Tam adıyla Mildred Ella Didrikson Zaharias’ın küçük yaşlarda kendini gösteren spora yatkınlığı, geleceğiyle ilgili ona pek çok seçenek sunuyordu. Mutlak ki, sporcu olacaktı. Bir basketbolcu olabilirdi. Hatta şansını atletizmde de deneyebilirdi. Tenis de bir seçenekti. Golf oynamayı da çok seviyordu. Tabii, bir de beyzbol vardı. Peki, o ne yaptı? Hepsini…
Hedef büyük, koşmak gerek
“Çocukken büyüdüğümde ne olmak istediğimi kesinlikle biliyordum. Hedefim yaşamış en büyük sporcu olmaktı.”
Bu sözlerin onun ağzından rastgele dökülmediği aşikâr. Öte yandan, o zamanlarda, kadınlar henüz spor dünyasında kendilerine yer bulmakta zorlanırken böyle bir hedefe girişmek başlı başına büyük bir hadise. Ancak hayallerin sınırı yok. Yeter ki, onları gerçekleştirecek azim yanı başınızda olsun.

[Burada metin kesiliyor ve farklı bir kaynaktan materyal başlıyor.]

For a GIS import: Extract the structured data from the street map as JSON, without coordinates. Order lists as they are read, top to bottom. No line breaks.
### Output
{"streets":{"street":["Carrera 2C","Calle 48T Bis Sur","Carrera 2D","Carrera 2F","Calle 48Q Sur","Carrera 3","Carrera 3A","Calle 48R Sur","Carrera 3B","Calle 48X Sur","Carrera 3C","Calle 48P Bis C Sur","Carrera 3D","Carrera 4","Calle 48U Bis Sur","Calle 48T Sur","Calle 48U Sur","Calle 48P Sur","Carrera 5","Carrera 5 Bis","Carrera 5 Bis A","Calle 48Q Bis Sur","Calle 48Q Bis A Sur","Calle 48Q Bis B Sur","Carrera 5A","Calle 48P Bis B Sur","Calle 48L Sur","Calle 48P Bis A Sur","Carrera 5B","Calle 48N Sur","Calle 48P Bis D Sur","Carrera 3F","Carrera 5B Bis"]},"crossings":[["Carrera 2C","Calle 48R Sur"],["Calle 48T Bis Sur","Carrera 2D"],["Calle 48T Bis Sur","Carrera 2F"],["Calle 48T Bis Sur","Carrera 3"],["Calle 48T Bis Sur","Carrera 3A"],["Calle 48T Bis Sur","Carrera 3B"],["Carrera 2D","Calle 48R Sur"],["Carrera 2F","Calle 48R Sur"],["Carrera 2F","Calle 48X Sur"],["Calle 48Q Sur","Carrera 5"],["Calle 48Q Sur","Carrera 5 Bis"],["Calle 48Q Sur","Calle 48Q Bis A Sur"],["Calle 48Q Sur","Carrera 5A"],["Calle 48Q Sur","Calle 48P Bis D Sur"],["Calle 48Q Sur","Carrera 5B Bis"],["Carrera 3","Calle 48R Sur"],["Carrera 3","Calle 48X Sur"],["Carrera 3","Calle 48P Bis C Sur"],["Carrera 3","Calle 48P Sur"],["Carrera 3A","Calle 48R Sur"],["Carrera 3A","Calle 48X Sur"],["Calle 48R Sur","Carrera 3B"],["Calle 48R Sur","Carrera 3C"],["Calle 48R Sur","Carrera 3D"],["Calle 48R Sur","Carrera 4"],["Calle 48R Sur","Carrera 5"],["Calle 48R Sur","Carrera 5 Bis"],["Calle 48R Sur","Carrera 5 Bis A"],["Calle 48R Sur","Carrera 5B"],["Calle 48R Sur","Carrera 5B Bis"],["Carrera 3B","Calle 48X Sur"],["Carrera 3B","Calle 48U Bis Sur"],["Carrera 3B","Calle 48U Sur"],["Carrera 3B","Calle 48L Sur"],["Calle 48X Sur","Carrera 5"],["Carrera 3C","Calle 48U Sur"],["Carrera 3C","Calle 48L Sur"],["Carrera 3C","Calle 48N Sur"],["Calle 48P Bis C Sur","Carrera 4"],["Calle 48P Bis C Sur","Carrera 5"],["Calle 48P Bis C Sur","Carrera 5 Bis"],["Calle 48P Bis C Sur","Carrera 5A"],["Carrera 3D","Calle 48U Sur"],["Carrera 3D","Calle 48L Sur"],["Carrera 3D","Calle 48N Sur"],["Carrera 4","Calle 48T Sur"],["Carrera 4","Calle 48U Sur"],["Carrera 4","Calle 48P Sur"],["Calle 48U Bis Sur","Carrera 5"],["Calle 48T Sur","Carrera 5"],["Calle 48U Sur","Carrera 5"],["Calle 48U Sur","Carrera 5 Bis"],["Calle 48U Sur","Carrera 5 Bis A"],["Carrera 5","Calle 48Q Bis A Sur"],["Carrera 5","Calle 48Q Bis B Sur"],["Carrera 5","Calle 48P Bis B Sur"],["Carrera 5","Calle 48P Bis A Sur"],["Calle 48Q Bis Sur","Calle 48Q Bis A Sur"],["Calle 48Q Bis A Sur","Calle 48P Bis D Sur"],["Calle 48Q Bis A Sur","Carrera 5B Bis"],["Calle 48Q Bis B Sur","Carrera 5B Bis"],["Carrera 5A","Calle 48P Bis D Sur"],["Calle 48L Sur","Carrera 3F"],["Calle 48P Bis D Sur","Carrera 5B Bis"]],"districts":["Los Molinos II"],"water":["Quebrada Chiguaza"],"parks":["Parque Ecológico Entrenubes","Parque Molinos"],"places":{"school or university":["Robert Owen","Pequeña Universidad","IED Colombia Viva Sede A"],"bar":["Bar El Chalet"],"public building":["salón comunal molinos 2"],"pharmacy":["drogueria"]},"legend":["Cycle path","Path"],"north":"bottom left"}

O dönemlerde kadınların spor yapmasına bakıştan söz açılmışken konuyu biraz daha deşmek fena olmaz. Zamanın Amatör Sporcu Birliği Başkanı Avery Brundage’nin şu sözleri mevzuyu gayet güzel açıklıyor:
“Biliyorsunuz, Antik Yunan’da kadınları spor etkinliklerinin dışında tutarlardı. Hatta onların yarışmaları izlemesine dahi izin verilmezdi. Çok emin değilim ama sanırım haklıydılar.”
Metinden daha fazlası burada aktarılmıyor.